> [Your instructions] All that is needed is an exact copy of the lines from the beginning of the data below through the line containing "filter:drop-shadow(0 0 2px", minus the pictures.

-- Data listing follows --

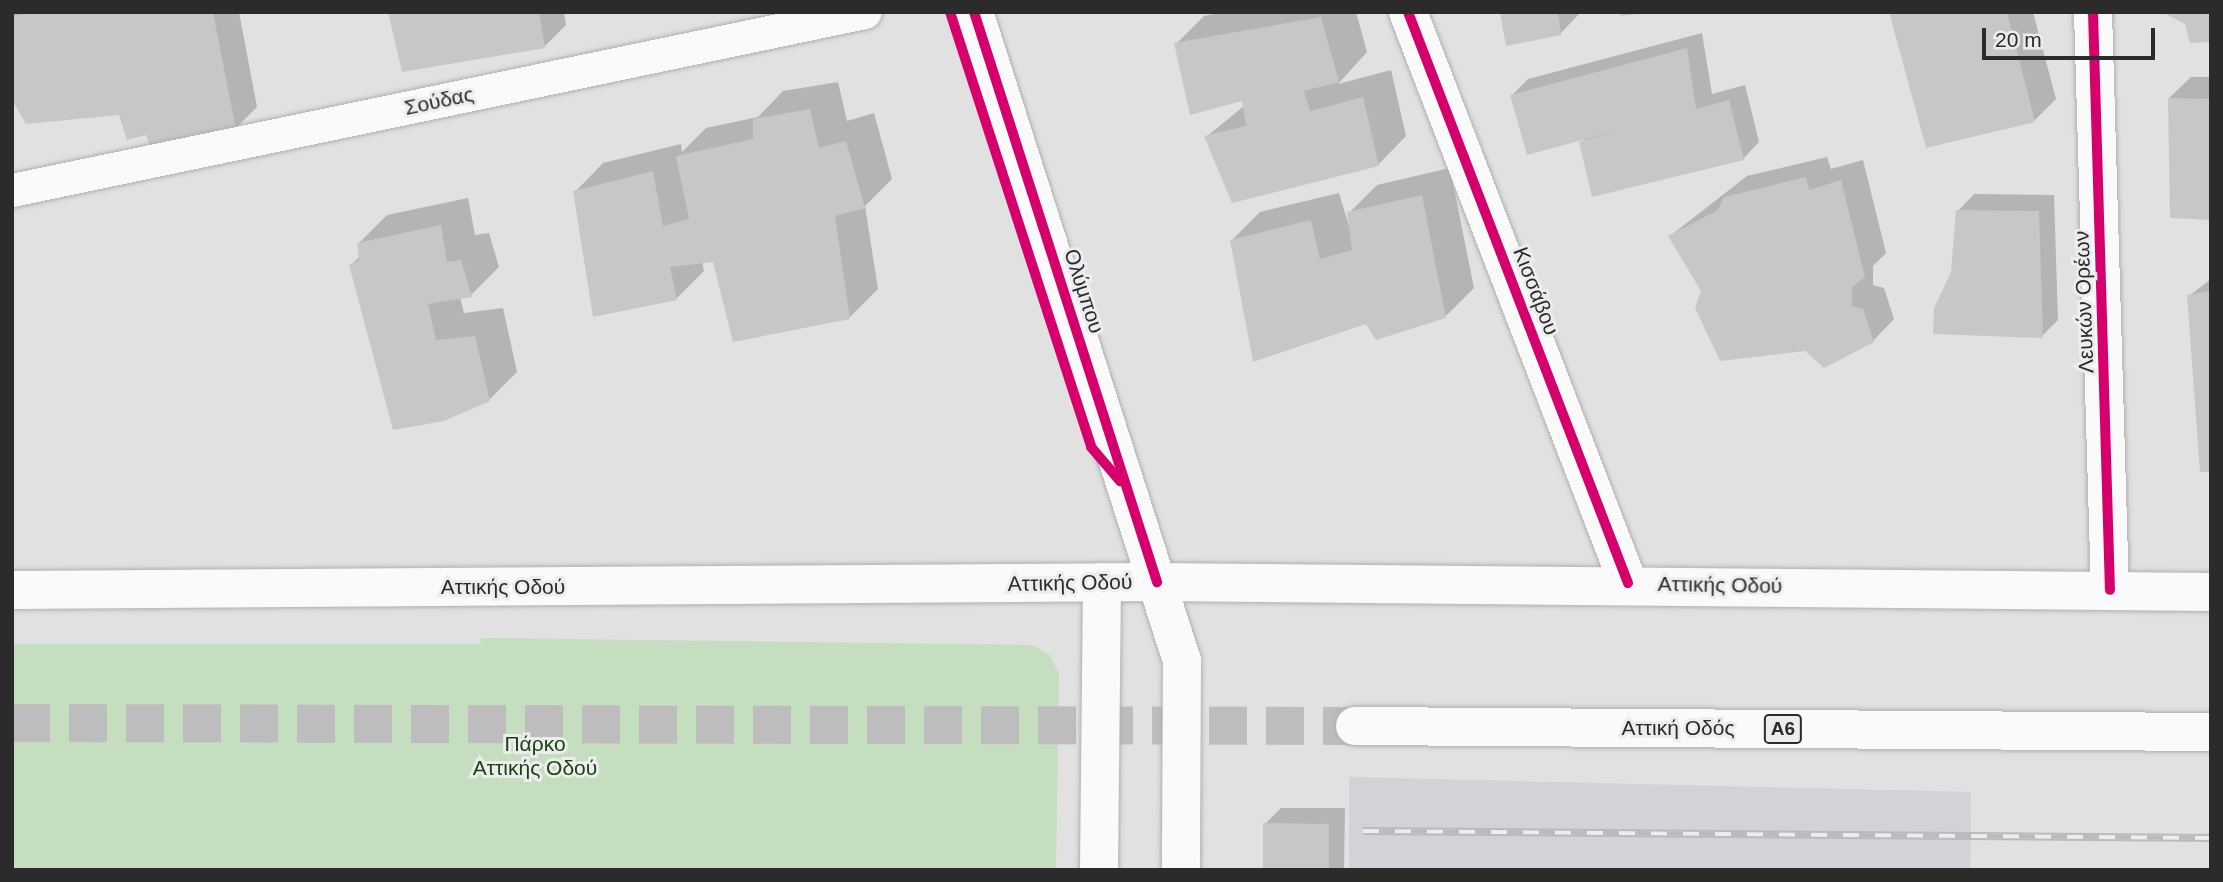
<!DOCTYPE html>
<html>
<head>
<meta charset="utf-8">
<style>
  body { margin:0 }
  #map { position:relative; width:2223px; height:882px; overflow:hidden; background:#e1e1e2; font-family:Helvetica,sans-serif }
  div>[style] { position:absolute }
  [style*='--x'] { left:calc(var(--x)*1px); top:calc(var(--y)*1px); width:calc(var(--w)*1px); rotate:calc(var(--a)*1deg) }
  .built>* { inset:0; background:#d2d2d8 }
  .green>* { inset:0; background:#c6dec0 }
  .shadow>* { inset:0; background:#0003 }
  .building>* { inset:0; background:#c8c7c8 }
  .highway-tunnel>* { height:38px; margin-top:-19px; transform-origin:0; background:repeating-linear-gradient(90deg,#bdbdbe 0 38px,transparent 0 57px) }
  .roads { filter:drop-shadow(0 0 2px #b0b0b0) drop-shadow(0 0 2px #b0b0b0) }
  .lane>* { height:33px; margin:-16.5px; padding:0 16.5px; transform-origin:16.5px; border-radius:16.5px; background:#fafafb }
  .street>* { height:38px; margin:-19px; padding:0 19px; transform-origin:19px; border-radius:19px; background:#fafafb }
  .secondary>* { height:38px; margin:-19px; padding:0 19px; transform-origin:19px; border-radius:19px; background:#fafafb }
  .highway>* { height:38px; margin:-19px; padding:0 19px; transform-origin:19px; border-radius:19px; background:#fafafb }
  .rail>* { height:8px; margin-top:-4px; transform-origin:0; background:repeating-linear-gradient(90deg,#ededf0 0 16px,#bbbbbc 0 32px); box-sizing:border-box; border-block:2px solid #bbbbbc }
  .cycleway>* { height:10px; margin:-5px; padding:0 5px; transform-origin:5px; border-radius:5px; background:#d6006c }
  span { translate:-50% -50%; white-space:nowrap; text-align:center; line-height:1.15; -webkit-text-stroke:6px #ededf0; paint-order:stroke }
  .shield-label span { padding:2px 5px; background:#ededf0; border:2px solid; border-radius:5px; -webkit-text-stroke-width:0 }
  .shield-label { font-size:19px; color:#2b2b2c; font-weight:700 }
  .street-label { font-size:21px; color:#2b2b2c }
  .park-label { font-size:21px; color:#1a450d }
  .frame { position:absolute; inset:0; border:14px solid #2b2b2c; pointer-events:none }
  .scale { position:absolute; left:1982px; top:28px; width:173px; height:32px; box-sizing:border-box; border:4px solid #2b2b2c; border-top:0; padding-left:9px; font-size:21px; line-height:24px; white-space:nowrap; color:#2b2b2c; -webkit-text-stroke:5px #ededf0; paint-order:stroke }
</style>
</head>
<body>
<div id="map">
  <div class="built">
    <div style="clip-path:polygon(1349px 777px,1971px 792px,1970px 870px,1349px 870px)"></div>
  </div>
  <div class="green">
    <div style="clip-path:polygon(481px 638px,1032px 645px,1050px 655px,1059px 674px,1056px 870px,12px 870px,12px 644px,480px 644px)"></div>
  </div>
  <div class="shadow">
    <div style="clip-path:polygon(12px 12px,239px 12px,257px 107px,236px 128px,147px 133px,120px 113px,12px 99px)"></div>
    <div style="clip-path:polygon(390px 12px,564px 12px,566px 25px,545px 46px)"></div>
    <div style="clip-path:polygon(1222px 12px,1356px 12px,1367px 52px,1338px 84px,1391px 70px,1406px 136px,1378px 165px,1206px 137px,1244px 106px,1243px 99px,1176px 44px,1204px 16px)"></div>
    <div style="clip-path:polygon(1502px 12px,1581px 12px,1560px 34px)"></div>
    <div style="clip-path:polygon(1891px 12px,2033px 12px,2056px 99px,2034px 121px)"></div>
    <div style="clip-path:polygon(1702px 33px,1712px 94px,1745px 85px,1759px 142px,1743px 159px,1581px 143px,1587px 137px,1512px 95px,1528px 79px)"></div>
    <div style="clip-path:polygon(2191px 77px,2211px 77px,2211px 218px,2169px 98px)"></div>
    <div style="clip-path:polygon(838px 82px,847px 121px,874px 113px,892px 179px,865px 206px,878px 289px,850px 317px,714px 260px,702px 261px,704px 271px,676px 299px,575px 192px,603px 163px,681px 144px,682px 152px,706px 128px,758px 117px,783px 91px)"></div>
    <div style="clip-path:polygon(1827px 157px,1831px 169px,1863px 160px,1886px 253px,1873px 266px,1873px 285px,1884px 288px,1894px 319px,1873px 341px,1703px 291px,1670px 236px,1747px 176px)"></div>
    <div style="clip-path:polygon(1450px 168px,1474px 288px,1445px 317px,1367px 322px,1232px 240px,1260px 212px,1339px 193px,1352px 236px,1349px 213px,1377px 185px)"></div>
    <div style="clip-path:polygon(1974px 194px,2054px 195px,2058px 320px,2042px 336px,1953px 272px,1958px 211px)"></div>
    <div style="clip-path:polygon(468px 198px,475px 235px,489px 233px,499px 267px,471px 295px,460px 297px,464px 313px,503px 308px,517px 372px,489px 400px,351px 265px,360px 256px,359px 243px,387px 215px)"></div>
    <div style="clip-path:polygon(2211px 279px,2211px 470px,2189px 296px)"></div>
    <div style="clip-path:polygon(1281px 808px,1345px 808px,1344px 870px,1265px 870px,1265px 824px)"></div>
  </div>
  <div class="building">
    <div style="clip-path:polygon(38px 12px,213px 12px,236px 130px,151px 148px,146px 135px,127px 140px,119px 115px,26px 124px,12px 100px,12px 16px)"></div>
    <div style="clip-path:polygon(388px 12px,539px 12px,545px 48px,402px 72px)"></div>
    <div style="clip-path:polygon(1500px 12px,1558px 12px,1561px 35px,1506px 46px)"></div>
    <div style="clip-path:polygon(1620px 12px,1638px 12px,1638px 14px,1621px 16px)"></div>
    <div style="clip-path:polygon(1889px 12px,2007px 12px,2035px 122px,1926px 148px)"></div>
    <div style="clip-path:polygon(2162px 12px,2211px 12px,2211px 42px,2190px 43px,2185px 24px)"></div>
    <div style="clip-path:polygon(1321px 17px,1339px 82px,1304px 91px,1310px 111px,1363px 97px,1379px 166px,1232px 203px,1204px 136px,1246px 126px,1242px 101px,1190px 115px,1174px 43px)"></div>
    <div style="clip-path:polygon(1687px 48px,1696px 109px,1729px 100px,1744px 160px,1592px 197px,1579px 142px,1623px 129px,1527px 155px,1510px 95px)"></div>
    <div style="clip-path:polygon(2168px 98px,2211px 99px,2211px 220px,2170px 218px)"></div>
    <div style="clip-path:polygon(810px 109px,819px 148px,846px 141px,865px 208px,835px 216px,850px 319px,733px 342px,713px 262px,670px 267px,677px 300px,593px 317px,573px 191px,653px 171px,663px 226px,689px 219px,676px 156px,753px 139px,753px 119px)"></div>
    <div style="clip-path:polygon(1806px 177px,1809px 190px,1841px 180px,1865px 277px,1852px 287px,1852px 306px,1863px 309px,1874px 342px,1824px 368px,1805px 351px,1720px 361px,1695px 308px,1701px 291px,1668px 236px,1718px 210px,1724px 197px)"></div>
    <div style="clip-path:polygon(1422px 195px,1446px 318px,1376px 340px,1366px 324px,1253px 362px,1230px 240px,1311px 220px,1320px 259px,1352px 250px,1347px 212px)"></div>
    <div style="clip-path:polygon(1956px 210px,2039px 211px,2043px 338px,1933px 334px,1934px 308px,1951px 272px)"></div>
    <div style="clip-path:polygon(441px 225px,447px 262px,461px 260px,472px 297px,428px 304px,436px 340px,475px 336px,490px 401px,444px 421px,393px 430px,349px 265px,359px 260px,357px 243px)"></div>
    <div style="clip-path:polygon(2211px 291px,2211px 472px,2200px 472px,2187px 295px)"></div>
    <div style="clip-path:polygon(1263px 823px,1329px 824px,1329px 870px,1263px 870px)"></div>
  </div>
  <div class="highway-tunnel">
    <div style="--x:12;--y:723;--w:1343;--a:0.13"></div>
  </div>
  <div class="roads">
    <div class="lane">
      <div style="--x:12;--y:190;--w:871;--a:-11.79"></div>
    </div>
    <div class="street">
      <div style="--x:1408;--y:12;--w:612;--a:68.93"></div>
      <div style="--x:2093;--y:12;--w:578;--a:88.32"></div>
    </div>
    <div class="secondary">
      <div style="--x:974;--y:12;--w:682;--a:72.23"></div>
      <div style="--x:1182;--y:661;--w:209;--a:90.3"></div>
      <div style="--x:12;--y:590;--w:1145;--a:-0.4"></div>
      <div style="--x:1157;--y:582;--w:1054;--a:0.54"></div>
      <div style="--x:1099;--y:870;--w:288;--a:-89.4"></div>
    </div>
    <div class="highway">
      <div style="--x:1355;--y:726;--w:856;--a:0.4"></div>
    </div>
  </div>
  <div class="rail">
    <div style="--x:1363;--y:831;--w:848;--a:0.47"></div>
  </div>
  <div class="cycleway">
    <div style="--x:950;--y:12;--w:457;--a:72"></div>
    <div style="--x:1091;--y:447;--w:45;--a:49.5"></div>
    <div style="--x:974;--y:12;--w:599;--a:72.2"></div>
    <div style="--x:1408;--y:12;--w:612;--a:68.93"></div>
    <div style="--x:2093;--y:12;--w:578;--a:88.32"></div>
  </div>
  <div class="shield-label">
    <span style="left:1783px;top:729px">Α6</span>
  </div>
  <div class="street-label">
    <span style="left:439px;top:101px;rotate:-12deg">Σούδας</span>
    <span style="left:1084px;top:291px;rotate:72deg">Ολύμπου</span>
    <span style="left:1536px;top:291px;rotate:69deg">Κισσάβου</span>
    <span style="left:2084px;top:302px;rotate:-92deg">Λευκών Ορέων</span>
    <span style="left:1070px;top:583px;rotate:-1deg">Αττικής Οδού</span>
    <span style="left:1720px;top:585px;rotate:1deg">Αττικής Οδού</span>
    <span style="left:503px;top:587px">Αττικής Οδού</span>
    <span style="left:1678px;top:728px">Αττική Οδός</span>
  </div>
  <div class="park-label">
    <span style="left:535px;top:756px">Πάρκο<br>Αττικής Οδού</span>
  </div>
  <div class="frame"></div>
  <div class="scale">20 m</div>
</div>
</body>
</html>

-- Data listing concluded --

> [Task output]
<!DOCTYPE html>
<html>
<head>
<meta charset="utf-8">
<style>
  body { margin:0 }
  #map { position:relative; width:2223px; height:882px; overflow:hidden; background:#e1e1e2; font-family:Helvetica,sans-serif }
  div>[style] { position:absolute }
  [style*='--x'] { left:calc(var(--x)*1px); top:calc(var(--y)*1px); width:calc(var(--w)*1px); rotate:calc(var(--a)*1deg) }
  .built>* { inset:0; background:#d2d2d8 }
  .green>* { inset:0; background:#c6dec0 }
  .shadow>* { inset:0; background:#0003 }
  .building>* { inset:0; background:#c8c7c8 }
  .highway-tunnel>* { height:38px; margin-top:-19px; transform-origin:0; background:repeating-linear-gradient(90deg,#bdbdbe 0 38px,transparent 0 57px) }
  .roads { filter:drop-shadow(0 0 2px #b0b0b0) drop-shadow(0 0 2px #b0b0b0) }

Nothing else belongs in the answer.